Hint: The kettle will supply the necessary heat to evaporate the water. We need to equate the heat produced by the electric kettle in the required time as the heat required to evaporate the water. From that equation we can get the required time. We need to go in this way to solve the question.
Formula used: $H=mst+mL$ ,$H=\dfrac{{{V}^{2}}}{R}T$

Complete answer:
Let H is the heat required to evaporate the water.
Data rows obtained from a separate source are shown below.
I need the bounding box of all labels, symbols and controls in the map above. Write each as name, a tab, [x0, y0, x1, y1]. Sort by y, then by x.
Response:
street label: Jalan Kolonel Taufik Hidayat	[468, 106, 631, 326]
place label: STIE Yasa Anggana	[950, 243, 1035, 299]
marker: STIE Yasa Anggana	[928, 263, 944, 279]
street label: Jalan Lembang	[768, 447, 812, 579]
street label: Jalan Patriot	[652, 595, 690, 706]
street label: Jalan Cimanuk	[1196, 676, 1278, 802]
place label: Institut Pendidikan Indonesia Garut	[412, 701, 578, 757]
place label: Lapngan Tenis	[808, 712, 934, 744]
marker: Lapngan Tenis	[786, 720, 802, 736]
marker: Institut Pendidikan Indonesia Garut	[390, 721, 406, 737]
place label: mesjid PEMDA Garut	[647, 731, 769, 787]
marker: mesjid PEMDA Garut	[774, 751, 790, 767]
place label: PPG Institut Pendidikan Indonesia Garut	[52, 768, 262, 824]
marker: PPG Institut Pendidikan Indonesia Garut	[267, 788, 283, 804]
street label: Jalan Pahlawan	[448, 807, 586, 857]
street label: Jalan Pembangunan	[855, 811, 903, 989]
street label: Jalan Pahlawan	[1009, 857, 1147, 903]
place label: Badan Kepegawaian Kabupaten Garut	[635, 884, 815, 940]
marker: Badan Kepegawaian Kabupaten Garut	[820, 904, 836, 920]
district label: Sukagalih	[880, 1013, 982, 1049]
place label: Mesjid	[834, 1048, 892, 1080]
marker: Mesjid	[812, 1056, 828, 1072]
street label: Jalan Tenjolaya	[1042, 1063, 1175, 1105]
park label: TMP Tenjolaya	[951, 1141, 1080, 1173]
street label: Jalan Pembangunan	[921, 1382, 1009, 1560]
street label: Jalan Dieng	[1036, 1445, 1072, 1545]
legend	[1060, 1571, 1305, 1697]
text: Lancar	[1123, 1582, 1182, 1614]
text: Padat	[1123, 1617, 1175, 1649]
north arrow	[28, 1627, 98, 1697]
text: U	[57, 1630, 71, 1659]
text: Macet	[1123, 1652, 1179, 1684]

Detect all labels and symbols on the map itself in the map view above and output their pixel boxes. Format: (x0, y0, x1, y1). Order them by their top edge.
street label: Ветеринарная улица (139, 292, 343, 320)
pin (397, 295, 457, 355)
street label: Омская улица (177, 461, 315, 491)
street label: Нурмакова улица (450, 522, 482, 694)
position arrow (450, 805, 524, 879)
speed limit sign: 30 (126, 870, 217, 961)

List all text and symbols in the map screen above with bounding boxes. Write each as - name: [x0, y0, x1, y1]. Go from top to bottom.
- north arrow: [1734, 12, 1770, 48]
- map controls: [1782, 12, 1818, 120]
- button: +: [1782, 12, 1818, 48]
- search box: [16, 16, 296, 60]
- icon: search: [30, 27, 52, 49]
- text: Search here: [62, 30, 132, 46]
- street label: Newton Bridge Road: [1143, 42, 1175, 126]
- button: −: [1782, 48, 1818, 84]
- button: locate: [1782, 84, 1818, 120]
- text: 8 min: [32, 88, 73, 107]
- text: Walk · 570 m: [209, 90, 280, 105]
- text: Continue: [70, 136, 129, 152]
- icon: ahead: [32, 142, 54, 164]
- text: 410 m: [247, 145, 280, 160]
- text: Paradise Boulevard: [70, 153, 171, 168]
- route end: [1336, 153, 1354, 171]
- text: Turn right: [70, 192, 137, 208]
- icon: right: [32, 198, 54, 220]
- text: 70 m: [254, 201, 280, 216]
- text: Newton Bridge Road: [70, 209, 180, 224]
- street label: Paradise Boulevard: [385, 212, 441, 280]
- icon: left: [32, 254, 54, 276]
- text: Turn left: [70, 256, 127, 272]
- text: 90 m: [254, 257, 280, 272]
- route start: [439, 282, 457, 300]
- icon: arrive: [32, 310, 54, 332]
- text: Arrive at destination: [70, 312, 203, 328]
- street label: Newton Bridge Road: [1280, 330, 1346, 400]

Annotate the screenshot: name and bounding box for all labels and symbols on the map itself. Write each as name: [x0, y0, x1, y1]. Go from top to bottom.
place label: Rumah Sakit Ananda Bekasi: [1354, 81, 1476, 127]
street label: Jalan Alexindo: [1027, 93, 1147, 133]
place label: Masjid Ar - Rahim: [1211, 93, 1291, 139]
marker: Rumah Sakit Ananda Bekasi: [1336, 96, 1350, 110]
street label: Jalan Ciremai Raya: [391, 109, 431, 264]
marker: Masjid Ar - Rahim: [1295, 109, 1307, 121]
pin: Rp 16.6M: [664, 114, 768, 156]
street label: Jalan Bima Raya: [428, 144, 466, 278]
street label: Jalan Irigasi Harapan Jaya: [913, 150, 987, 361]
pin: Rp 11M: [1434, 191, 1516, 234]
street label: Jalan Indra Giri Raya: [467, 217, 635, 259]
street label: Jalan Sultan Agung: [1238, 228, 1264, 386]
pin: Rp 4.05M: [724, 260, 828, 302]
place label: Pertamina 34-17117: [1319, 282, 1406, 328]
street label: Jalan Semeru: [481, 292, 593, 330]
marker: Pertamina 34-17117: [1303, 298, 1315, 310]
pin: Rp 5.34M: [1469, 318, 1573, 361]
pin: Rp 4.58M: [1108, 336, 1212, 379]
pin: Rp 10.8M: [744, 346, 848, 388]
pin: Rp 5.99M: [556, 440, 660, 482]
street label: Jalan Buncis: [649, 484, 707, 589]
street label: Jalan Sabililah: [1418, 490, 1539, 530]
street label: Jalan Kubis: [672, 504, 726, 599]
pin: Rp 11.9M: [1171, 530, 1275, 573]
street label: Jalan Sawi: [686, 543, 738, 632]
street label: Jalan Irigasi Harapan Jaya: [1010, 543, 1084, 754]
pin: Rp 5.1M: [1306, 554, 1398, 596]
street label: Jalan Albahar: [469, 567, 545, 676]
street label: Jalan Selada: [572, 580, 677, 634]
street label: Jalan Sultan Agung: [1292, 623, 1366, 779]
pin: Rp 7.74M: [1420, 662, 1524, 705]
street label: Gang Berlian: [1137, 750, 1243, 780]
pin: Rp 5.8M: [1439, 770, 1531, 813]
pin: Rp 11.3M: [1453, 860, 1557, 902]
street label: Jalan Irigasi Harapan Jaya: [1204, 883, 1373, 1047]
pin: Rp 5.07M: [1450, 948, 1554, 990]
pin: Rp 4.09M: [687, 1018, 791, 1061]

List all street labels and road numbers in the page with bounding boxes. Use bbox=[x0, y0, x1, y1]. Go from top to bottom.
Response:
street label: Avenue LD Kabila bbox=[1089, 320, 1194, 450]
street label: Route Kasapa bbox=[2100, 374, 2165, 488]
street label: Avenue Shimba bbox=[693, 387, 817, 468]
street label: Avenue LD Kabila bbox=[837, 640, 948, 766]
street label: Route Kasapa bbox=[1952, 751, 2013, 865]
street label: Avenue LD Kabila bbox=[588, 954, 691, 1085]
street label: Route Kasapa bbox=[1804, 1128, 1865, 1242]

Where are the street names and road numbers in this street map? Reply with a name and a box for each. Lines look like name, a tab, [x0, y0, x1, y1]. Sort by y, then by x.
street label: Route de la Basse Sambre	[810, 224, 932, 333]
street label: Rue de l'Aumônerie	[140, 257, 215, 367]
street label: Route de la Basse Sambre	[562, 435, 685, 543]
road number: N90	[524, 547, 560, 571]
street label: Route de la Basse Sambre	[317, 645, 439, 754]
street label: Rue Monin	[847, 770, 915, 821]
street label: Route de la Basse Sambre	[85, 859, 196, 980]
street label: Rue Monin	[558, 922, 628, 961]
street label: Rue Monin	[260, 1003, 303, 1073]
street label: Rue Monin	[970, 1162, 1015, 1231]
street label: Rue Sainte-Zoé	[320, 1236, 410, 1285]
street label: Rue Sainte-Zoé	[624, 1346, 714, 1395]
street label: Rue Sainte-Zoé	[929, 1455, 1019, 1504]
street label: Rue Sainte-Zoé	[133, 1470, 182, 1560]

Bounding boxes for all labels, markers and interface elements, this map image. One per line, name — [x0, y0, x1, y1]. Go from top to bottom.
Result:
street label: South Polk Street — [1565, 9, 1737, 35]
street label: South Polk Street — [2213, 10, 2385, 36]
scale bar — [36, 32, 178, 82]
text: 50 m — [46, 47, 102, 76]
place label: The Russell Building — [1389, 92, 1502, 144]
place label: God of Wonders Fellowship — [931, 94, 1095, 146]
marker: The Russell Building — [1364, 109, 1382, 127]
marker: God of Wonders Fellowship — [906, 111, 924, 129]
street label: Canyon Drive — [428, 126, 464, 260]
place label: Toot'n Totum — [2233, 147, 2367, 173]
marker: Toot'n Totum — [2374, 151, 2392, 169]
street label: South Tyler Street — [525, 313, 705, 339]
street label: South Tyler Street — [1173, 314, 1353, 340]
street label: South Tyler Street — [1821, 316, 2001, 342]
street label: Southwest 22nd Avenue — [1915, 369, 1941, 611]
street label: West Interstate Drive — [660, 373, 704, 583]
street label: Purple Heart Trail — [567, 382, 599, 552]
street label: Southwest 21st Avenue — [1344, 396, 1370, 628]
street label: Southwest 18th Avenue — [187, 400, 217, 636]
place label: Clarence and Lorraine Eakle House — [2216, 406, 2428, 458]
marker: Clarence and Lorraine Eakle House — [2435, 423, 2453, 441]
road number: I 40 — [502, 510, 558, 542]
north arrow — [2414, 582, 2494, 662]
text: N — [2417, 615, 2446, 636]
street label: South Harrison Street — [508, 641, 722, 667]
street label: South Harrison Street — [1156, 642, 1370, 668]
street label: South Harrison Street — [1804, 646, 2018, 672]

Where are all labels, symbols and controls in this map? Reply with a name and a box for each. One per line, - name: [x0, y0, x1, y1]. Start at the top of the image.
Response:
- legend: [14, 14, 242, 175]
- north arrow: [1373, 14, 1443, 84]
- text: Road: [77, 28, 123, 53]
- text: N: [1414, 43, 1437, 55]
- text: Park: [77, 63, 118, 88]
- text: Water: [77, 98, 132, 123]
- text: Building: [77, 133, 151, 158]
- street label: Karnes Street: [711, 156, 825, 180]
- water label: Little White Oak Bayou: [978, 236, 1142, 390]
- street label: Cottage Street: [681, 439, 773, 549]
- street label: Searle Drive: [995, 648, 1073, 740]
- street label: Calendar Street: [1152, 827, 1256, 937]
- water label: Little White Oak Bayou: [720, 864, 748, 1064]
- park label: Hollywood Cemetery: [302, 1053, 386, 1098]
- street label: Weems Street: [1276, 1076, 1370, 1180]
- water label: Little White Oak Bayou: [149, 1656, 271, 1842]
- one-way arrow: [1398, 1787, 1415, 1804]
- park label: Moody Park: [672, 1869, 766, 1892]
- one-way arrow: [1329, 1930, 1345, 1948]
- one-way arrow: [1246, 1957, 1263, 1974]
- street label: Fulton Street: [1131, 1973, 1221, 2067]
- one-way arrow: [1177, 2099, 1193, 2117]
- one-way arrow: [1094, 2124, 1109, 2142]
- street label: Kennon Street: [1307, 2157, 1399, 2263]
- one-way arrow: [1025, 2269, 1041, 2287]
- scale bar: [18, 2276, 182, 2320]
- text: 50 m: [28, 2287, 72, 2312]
Let mass of the water is $m$, specific heat of the water is $s$ ,latent heat of water is $L$ and If the change in temperature is $t$, then we can write
$H=mst+mL$
Putting the values of all quantities we get
$\begin{align}
  & H=1\times 4200\times (100-20)+1\times 2260000J \\
 & orH=2596000J............(1) \\
\end{align}$
Now if $V$ is applied voltage,$R$ is the resistance of the heating element and $T$ is the time required then from Joule’s heating formula to generate the heat then we can write
$H=\dfrac{{{V}^{2}}}{R}T$
Now putting the value of $H$ from $(1)$ and all other quantities we have
\[\begin{align}
  & 2596000=\dfrac{{{200}^{2}}}{20}\times T \\
 & or T=\dfrac{2596000\times 20}{{{200}^{2}}}s=1298s=\dfrac{1298}{60}minutes=21.63minutes \\
\end{align}\]

So the correct answer is B.

Note:
In this kind of problem we must first convert all the quantities in the same system units. Like in this problem, we need to convert the latent heat given in $kJ/kg$ to $J/kg$ . Also when we are applying Joule’s heating formula we should remember that the time will come in seconds. We have to convert the time in accordance with the question.